With issues regarding the effects of the coronavirus still up in the air and with no direction to where it is heading, the NBA and the players union are going into discussions about withholding pay if the season is eventually canceled according to ESPN.

Although league officials and personnel are optimistic that the season will return in the summer, the league has started to seriously consider alternative scenarios due to the ongoing coronavirus pandemic. One of those issues is the players’ salary. The NBA and National Basketball Players Association are talking about scenarios that will withhold up to 25% of players’ remaining salaries in a league escrow should the regular season games eventually be canceled.

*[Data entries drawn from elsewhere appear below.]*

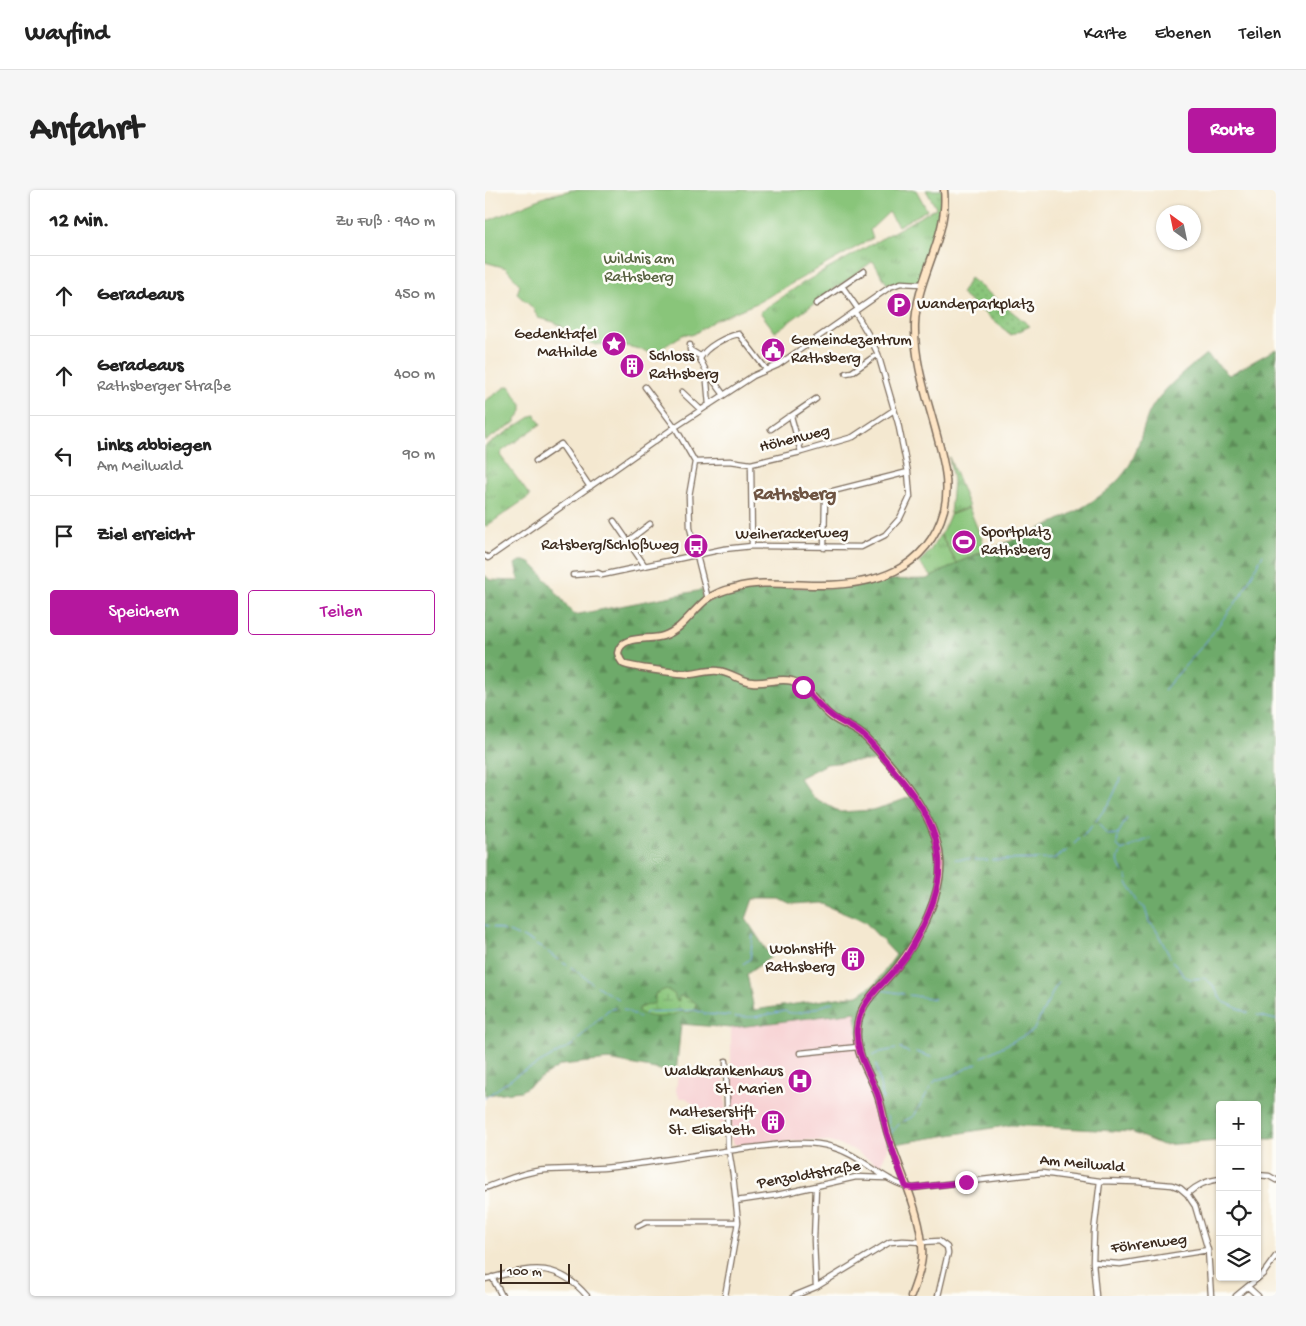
<!DOCTYPE html>
<html lang="de">
<head>
<meta charset="utf-8">
<style>
  body { margin:0; font-family:"Gochi Hand",sans-serif; background:#f6f6f6; color:#222 }
  .controls { position:absolute; right:15px; bottom:15px; display:grid; overflow:hidden; border-radius:5px; box-shadow:0 1px 4px #0004 }
  .controls button { width:45px; height:45px; display:grid; place-items:center; padding:0; border:0; border-bottom:1px solid #e0e0e0; background:#fff; color:#222; font:25px sans-serif }
  .compass { position:absolute; left:671px; top:15px; width:45px; height:45px; border-radius:50%; background:#fff; box-shadow:0 1px 4px #0004; rotate:327deg }
  .scale { position:absolute; left:15px; bottom:12px; width:70px; box-sizing:border-box; padding-left:5px; border:2px solid #3b2a1e; border-top:0; font-size:14px; line-height:18px; white-space:nowrap; color:#3b2a1e; -webkit-text-stroke:4px #fdfcf7; paint-order:stroke }
  .stop { position:absolute; width:15px; height:15px; margin:-11px; border:4px solid #b5179e; border-radius:50%; background:#fff }
  .stop.end { background:#b5179e; border-color:#fff; box-shadow:0 1px 5px #0008 }
  .list { margin:0; padding:0; list-style:none }
  h2 { display:flex; justify-content:space-between; align-items:center; height:65px; margin:0; padding:0 20px; font-size:21px }
  h2 small { font-size:16px; font-weight:400; color:#767676 }
  .list li { display:grid; grid-template-columns:32px 1fr auto; gap:15px; align-items:center; box-sizing:border-box; height:80px; padding:0 20px; border-top:1px solid #e0e0e0 }
  .list b { display:block; font-size:19px; white-space:nowrap }
  .list p { margin:0; font-size:16px; white-space:nowrap; color:#767676 }
  .list em { font-size:16px; font-style:normal; color:#767676 }
  .actions { display:flex; gap:10px; padding:15px 20px }
  .actions a { flex:1; padding:11px 0; border:1px solid #b5179e; border-radius:5px; text-align:center; font-size:18px; color:#b5179e }
  .actions .main { background:#b5179e; color:#fff }
  .icon { flex:none; width:28px; height:28px; fill:none; stroke:currentColor; stroke-width:2; stroke-linecap:round; stroke-linejoin:round }
  .map { position:relative; flex:none; width:791px; height:1106px; overflow:hidden; border-radius:5px }
  header { display:flex; align-items:center; gap:30px; box-sizing:border-box; height:70px; padding:0 25px; background:#fff; border-bottom:1px solid #e0e0e0 }
  header strong { font-size:24px }
  nav { display:flex; gap:28px; margin-inline-start:auto; font-size:18px }
  .intro { display:flex; align-items:center; justify-content:space-between; box-sizing:border-box; height:120px; padding:0 30px }
  h1 { margin:0; font-size:35px }
  .button { padding:12px 22px; border-radius:5px; background:#b5179e; color:#fff; font-size:18px; font-weight:700 }
  main { display:flex; gap:30px; padding:0 30px }
  aside { flex:1; background:#fff; border-radius:5px; box-shadow:0 1px 4px #0004 }
  .map>svg:first-child { display:block }
</style>
</head>
<body>
<header>
<strong>Wayfind</strong>
<nav><a>Karte</a><a>Ebenen</a><a>Teilen</a></nav>
</header>
<div class="intro"><h1>Anfahrt</h1><a class="button">Route</a></div>
<main>
<aside>
<h2>12 Min.<small>Zu Fuß · 940 m</small></h2>
<ul class="list">
<li><svg class="icon" aria-label="ahead" viewBox="0 0 24 24"><path d="M12 20V5M6 11l6-6 6 6"/></svg><div><b>Geradeaus</b></div><em>450 m</em></li>
<li><svg class="icon" aria-label="ahead" viewBox="0 0 24 24"><path d="M12 20V5M6 11l6-6 6 6"/></svg><div><b>Geradeaus</b><p>Rathsberger Straße</p></div><em>400 m</em></li>
<li><svg class="icon" aria-label="left" viewBox="0 0 24 24"><path d="M17 20v-9H6M10 6l-5 5 5 5"/></svg><div><b>Links abbiegen</b><p>Am Meilwald</p></div><em>90 m</em></li>
<li><svg class="icon" aria-label="arrive" viewBox="0 0 24 24"><path d="M6 21V4h12l-3 4 3 4H6"/></svg><div><b>Ziel erreicht</b></div></li>
</ul>
<div class="actions"><a class="main">Speichern</a><a>Teilen</a></div>
</aside>
<div class="map">
<svg width="791" height="1106" viewBox="0 0 791 1106">
  <defs>
    <pattern id="grass-tufts" width="24" height="20" patternUnits="userSpaceOnUse" patternTransform="scale(1.25)"><rect width="24" height="20" fill="#89c57a"/><path d="M3 7l-1-3M5 7V3M7 7l1-3M15 17l-1-3M17 17v-4M19 17l1-3" fill="none" stroke="#71a063"/></pattern>
    <pattern id="forest-firs" width="22" height="20" patternUnits="userSpaceOnUse" patternTransform="scale(1.25)"><rect width="22" height="20" fill="#6eaa6a"/><path d="M5 1l3.5 6h-7zM16 11l3.5 6h-7z" fill="#5c8b57"/></pattern>
    <pattern id="wetland-marsh" width="20" height="14" patternUnits="userSpaceOnUse" patternTransform="scale(1.25)"><rect width="20" height="14" fill="#89c57a"/><path d="M1 5h8M5 5V1M11 12h8M15 12V8" fill="none" stroke="#71a063"/></pattern>
    <pattern id="garden-dots" width="8" height="8" patternUnits="userSpaceOnUse" patternTransform="scale(1.25)"><rect width="8" height="8" fill="#89c57a"/><path d="M2 2h.1M6 6h.1" fill="none" stroke="#71a063" stroke-width="1.8" stroke-linecap="round"/></pattern>
  </defs>
  <rect width="100%" height="100%" fill="#fdfcf7"/>
  <filter id="ink" filterUnits="userSpaceOnUse"><feTurbulence type="fractalNoise" baseFrequency=".02" numOctaves="2"/><feDisplacementMap in="SourceGraphic" scale="10" xChannelSelector="R" yChannelSelector="G"/><feConvolveMatrix kernelMatrix="1 2 1 2 8 2 1 2 1" color-interpolation-filters="sRGB"/></filter>
  <filter id="wash" filterUnits="userSpaceOnUse"><feTurbulence type="fractalNoise" baseFrequency=".0096" numOctaves="4" result="noise"/><feDisplacementMap in="SourceGraphic" scale="20" xChannelSelector="R" yChannelSelector="G"/><feGaussianBlur stdDeviation="1.12" result="paint"/><feColorMatrix in="noise" values="0 0 0 0 0 0 0 0 0 0 0 0 0 0 0 0 0 1.4 0 .05"/><feComposite in="paint" operator="in"/></filter>
  <g filter="url(#wash)">
    <rect width="100%" height="100%" fill="#f4e8d0"/>
    <path fill="#f7cfd1" d="M371,822v11l32,122 -7,22 -29,-18 -22,-7 -21,-2 -74,5 -4,-5v-112z
      M193,881l46,2 2,48 -5,3 -5,-6 -4,2 -26,-22h-6l-4,-7z"/>
    <path fill="url(#grass-tufts)" stroke="#62784c" d="M441,0h18l1,16 -24,78h-34l-14,-23 -98,71 -15,-20 43,-29 133,-75z
      M50,224l6,10 -39,27 -2,4 30,41 -45,31v-81z
      M464,267l20,50 -19,7 3,-33z
      M455,345l17,29 -25,13 -13,-15 11,-11z"/>
    <path fill="url(#forest-firs)" stroke="#546a44" fill-rule="evenodd" d="M791,159v790h-19v-34h-37v36l-58,4 -31,-13 -120,-7 -123,20 -10,-44 -12,-28 -10,-50v-11l-125,16 -50,-4 -5,49 -67,-13 -48,5 -40,26 -36,4v-520l5,5 29,1 -4,-17c5,-4 9,-4 15,-1 7,3 37,43 44,52l128,-25v7l6,5 22,-10 26,-5 79,1 23,-2 25,-6 44,-1 30,-15v-1c50,-23 128,-45 164,-86 16,-18 19,-41 27,-62 9,-22 40,-46 58,-61l23,21zM371,571h20l18,12 16,22v2l-21,8 -17,5 -32,2 -27,-15 -14,-19 27,-14zM268,709h27l12,6 27,-2 46,19 31,33 -20,28 -18,12 -104,15 -7,-36 24,-17 -25,-38z"/>
    <path fill="url(#wetland-marsh)" stroke="#62784c" d="M181,799l8,5 2,6 3,1v-5l9,2 8,5 -1,7 -7,3 -6,-2c-14,7 -31,9 -44,0l1,-3 16,-5v-9z"/>
    <path fill="#89c57a" stroke="#62784c" d="M87,0h344l11,20 -29,16 -9,-14 -19,18 3,8 -116,65 -42,17 -21,14 -3,1 -7,-1 -22,14 3,7 -10,2c-7,-10 -47,-14 -60,-12l-41,-23 -16,-4 -5,-10 -16,-14 3,-9 -14,-17 -21,-6v-40l62,-26z
      M22,196h2l13,19v6l-8,12 -29,18v-40z
      M484,318l17,41 -29,14 -16,-28 9,-20z"/>
    <path fill="url(#garden-dots)" stroke="#62784c" d="M485,88l60,48 -19,9 -50,-41z"/>
    <g fill="none" stroke-linecap="round" stroke-linejoin="round">
      <path stroke="#76a5e0" stroke-width="1" d="M679,500l41,-47 37,-49 21,-40
        M611,631l15,-21 10,-22
        M614,634l8,11 11,-1 -1,11 5,6c-6,8 -4,14 2,22
        M633,644l9,-16
        M637,661l28,-13
        M470,669h15
        M490,670h13
        M507,670l61,-1 15,-9 24,-24
        M641,686l2,4
        M642,693l13,21 5,4 4,14 6,6 15,29
        M0,735l4,1
        M8,737l12,4
        M24,742l9,4
        M37,747l11,5
        M51,755l9,5
        M63,762l10,8
        M687,771l7,7 4,8 8,3 13,-1 8,6 10,17 26,12
        M78,773l4,2
        M258,774l7,-5 3,-24
        M86,777l21,16
        M112,796l12,8
        M424,805l26,4
        M128,806l6,3
        M388,811l9,-11 22,4
        M138,819l16,8
        M159,825l3,-3 48,-2 11,4 24,2
        M772,825l19,5
        M249,827h20l31,-6c11,7 36,-5 48,-9
        M415,858l9,5
        M431,862l15,5
        M387,866l8,-4 16,-3
        M497,867l51,-26 25,-49
        M391,874l7,36
        M448,894l3,-4 18,-5 23,-12
        M0,908l36,-26 10,-4 41,-23 36,-35 7,-2
        M402,926l5,18
        M419,931l10,-5 16,-28
        M408,941l6,-7"/>
    </g>
  </g>
  <g filter="url(#ink)">
    <g fill="none" stroke-linecap="round" stroke-linejoin="round">
      <defs>
        <path id="street" d="M357,96l16,23
          M331,114l48,-33
          M205,155v5l10,6
          M221,181l3,34
          M361,183l6,-1 26,-18
          M160,197l30,40 20,35 -6,34 1,32 18,71
          M197,202l19,18
          M239,205l-19,-26 -5,-10c5,-12 27,-23 39,-25l27,35
          M286,239l17,-12 3,-1
          M316,262l-10,-36 25,-17
          M51,271l25,-17 29,43
          M210,272l35,-1 21,3 50,-12 52,-15 41,-27
          M266,274l1,82
          M129,331l31,45
          M143,351l22,-17
          M339,358l1,-51 4,-5 79,-20
          M0,366l3,2 187,-131 78,-51 25,-11 112,-78 11,-4 20,1
          M88,385l25,-2 4,2 122,-26 28,-3 109,1 24,-12 15,-17 10,-21 -2,-25 -10,-49 -20,-69 -10,-20 -13,-22
          M315,863l58,-6
          M216,882l25,-1
          M772,985l12,1 7,4
          M331,996l-2,54 2,47
          M0,998c19,-7 41,-17 61,-18 26,-2 51,0 76,-4 43,-6 85,-13 127,-18 27,-3 57,-9 83,-1 30,8 50,35 81,41l129,-15 58,8 37,1 35,3 8,3 7,6 8,12 13,44 3,46
          M702,1004c10,-9 19,-13 33,-15
          M251,1011l41,-6 79,-18 29,1
          M153,1036l8,-4h92
          M608,1072l27,2 88,-14
          M7,1087l10,19
          M0,1089c44,-10 69,-21 102,17
          M763,1097l10,9
          M240,1106l13,-74 -5,-47 -5,-30 -2,-84
          M309,1106l22,-9 74,-45 13,-1 19,1 17,-1 8,6 1,6 -10,43
          M611,1106l-3,-34 1,-30 6,-51
          M751,1106l27,-22 13,-18"/>
        <path id="secondary" d="M426,1106c5,-13 10,-26 11,-39 3,-35 -21,-83 -32,-117 -6,-15 -7,-32 -13,-47 -7,-19 -19,-35 -20,-55 -2,-35 22,-48 41,-72 21,-26 45,-73 42,-107 -3,-43 -45,-91 -74,-121 -9,-10 -23,-13 -34,-21 -14,-10 -23,-31 -40,-36 -12,-4 -27,3 -40,1 -12,-1 -22,-10 -34,-11 -9,-1 -18,2 -27,3 -8,0 -62,-7 -67,-10 -4,-3 -5,-7 -6,-11 3,-19 31,-12 45,-17 19,-6 29,-25 43,-36 8,-6 18,-10 28,-12 26,-8 55,-3 82,-3 58,1 111,-14 128,-75 7,-28 -2,-55 -9,-82 -9,-33 -21,-68 -20,-103 1,-47 34,-88 29,-135"/>
      </defs>
      <use href="#street" stroke="#7c6c5c" stroke-width="7"/>
      <use href="#secondary" stroke="#7c6c5c" stroke-width="9"/>
      <use href="#street" stroke="#fff" stroke-width="4.5"/>
      <use href="#secondary" stroke="#fee5c5" stroke-width="6"/>
    </g>
  </g>
  <g fill="none" stroke-linecap="round" stroke-linejoin="round" filter="url(#ink)">
    <path stroke="#b5179e" stroke-width="6" d="M318,497c9,10 18,21 29,29 10,8 23,11 32,20 12,11 22,25 32,37 55,65 56,106 13,179 -16,27 -48,42 -52,76 -2,25 12,43 20,65 5,13 6,27 10,40 6,18 12,36 19,54l7,1 53,-6"/>
  </g>
  <defs>
    <symbol id="parking-disc" viewBox="-11 -11 22 22"><circle r="9.5" fill="#b5179e" stroke="#fdfcf7"/><path d="M-3.5-5.5H1a3.5 3.5 0 0 1 0 7H-1V5.5H-3.5ZM-1-3.4V-.6H.8a1.4 1.4 0 0 0 0-2.8Z" fill="#fff"/></symbol>
    <symbol id="sight-disc" viewBox="-11 -11 22 22"><circle r="9.5" fill="#b5179e" stroke="#fdfcf7"/><path d="M0-6L1.8-2.2L6-1.7L2.9 1.2L3.7 5.4L0 3.3L-3.7 5.4L-2.9 1.2L-6-1.7L-1.8-2.2Z" fill="#fff"/></symbol>
    <symbol id="civic-disc" viewBox="-11 -11 22 22"><circle r="9.5" fill="#b5179e" stroke="#fdfcf7"/><path d="M-.6-6.5H3V-4.5H.6V-3L4-1V1h2V6H-6V1h2V-1L-.6-3ZM-1.2 2.5V6h2.4V2.5Z" fill="#fff"/></symbol>
    <symbol id="building-disc" viewBox="-11 -11 22 22"><circle r="9.5" fill="#b5179e" stroke="#fdfcf7"/><path d="M-4-6H4V6H1V3H-1V6H-4ZM-2.5-4.3h1.7v1.8h-1.7ZM.8-4.3h1.7v1.8H.8ZM-2.5-1h1.7V.8h-1.7ZM.8-1h1.7V.8H.8Z" fill="#fff"/></symbol>
    <symbol id="stadium-disc" viewBox="-11 -11 22 22"><circle r="9.5" fill="#b5179e" stroke="#fdfcf7"/><path d="M0-5a6.5 5 0 1 0 0 10a6.5 5 0 1 0 0-10ZM-3.5-1.8h7v3.6h-7Z" fill="#fff"/></symbol>
    <symbol id="bus-disc" viewBox="-11 -11 22 22"><circle r="9.5" fill="#b5179e" stroke="#fdfcf7"/><path d="M-5-6H5V4H4V6H2V4H-2V6H-4V4H-5ZM-3.5-4V0h7V-4ZM-3.5 1.2v1.5H-2V1.2ZM2 1.2v1.5H3.5V1.2Z" fill="#fff"/></symbol>
    <symbol id="hospital-disc" viewBox="-11 -11 22 22"><circle r="9.5" fill="#b5179e" stroke="#fdfcf7"/><path d="M-5-5h3v3.5h4V-5h3V5h-3V1.5h-4V5h-3Z" fill="#fff"/></symbol>
  </defs>
  <g fill-rule="evenodd">
    <use href="#parking-disc" x="400" y="101" width="28" height="28"/>
    <use href="#sight-disc" x="115" y="140" width="28" height="28"/>
    <use href="#civic-disc" x="274" y="146" width="28" height="28"/>
    <use href="#building-disc" x="133" y="162" width="28" height="28"/>
    <use href="#stadium-disc" x="465" y="338" width="28" height="28"/>
    <use href="#bus-disc" x="197" y="342" width="28" height="28"/>
    <use href="#building-disc" x="354" y="755" width="28" height="28"/>
    <use href="#hospital-disc" x="301" y="877" width="28" height="28"/>
    <use href="#building-disc" x="274" y="918" width="28" height="28"/>
  </g>
  <g text-anchor="middle" dominant-baseline="central" stroke-width="5" stroke-linejoin="round" paint-order="stroke">
    <g font-size="16" fill="#56603e" stroke="#fdfcf7">
      <text x="154" y="70">Wildnis am<tspan x="154" dy="18">Rathsberg</tspan></text>
    </g>
    <g font-size="16" fill="#3b2a1e" stroke="#fdfcf7" text-anchor="end">
      <text x="432" y="115" text-anchor="start">Wanderparkplatz</text>
      <text x="112" y="145">Gedenktafel<tspan x="112" dy="18">Mathilde</tspan></text>
      <text x="306" y="151" text-anchor="start">Gemeindezentrum<tspan x="306" dy="18">Rathsberg</tspan></text>
      <text x="164" y="167" text-anchor="start">Schloss<tspan x="164" dy="18">Rathsberg</tspan></text>
      <text x="496" y="343" text-anchor="start">Sportplatz<tspan x="496" dy="18">Rathsberg</tspan></text>
      <text x="194" y="356">Ratsberg/Schloßweg</text>
      <text x="350" y="760">Wohnstift<tspan x="350" dy="18">Rathsberg</tspan></text>
      <text x="298" y="882">Waldkrankenhaus<tspan x="298" dy="18">St. Marien</tspan></text>
      <text x="270" y="923">Malteserstift<tspan x="270" dy="18">St. Elisabeth</tspan></text>
    </g>
    <g font-size="16" fill="#3b2a1e" stroke="#fdfcf7">
      <text transform="translate(310 250) rotate(-14)">Höhenweg</text>
      <text transform="translate(307 345) rotate(-1)">Weiherackerweg</text>
      <text transform="translate(597 975) rotate(5)">Am Meilwald</text>
      <text transform="translate(324 986) rotate(-10)">Penzoldtstraße</text>
      <text transform="translate(664 1055) rotate(-7)">Föhrenweg</text>
    </g>
    <g font-size="19" font-weight="bold" fill="#6e5443" stroke="#fdfcf7">
      <text x="310" y="305">Rathsberg</text>
    </g>
  </g>
</svg>
<div class="controls">
<button>+</button>
<button>−</button>
<button><svg class="icon" aria-label="locate" viewBox="0 0 24 24"><circle cx="12" cy="12" r="6"/><path d="M12 2v4M12 18v4M2 12h4M18 12h4"/></svg></button>
<button><svg class="icon" aria-label="layers" viewBox="0 0 24 24"><path d="M12 4l9 5-9 5-9-5zM3 14l9 5 9-5"/></svg></button>
</div>
<svg class="compass" viewBox="-18 -18 36 36"><path d="M0-13l5 13h-10z" fill="#e53935"/><path d="M0 13l5-13h-10z" fill="#767676"/></svg>
<div class="scale">100 m</div>
<div class="stop" style="left:318px;top:497px"></div>
<div class="stop end" style="left:481px;top:992px"></div>
</div>
</main>
</body>
</html>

The collective bargaining agreement (CBA) states that players lose approximately 1% of salary per canceled game, based on a force majeure provision, which covers certain catastrophic circumstances, including epidemics and pandemics. Once games start being canceled, the force majeure is automatically triggered under the language of the CBA.

If there is no agreement between the NBA and NBPA on beginning to withhold a percentage of players’ salaries with the April 15 paychecks, players would continue to be paid in full on a normal timetable. But, under CBA guidelines, players would be required to pay back the salary later, based on a formula of canceled games for a player’s individual team and salary.

If the NBA enacts the force majeure provision, it would give the league the option within 60 days of reopening and renegotiating the CBA with the players’ union, which is currently set through 2025. The league has expressed that they have no interest in triggering this option under the current circumstances, sources said.

NBA commissioner Adam Silver and approximately 100 of the NBA’s top-earning league office executives have taken a 20% reduction in base pay last week, sources told ESPN. This change is expected to continue through the rest of the suspended season.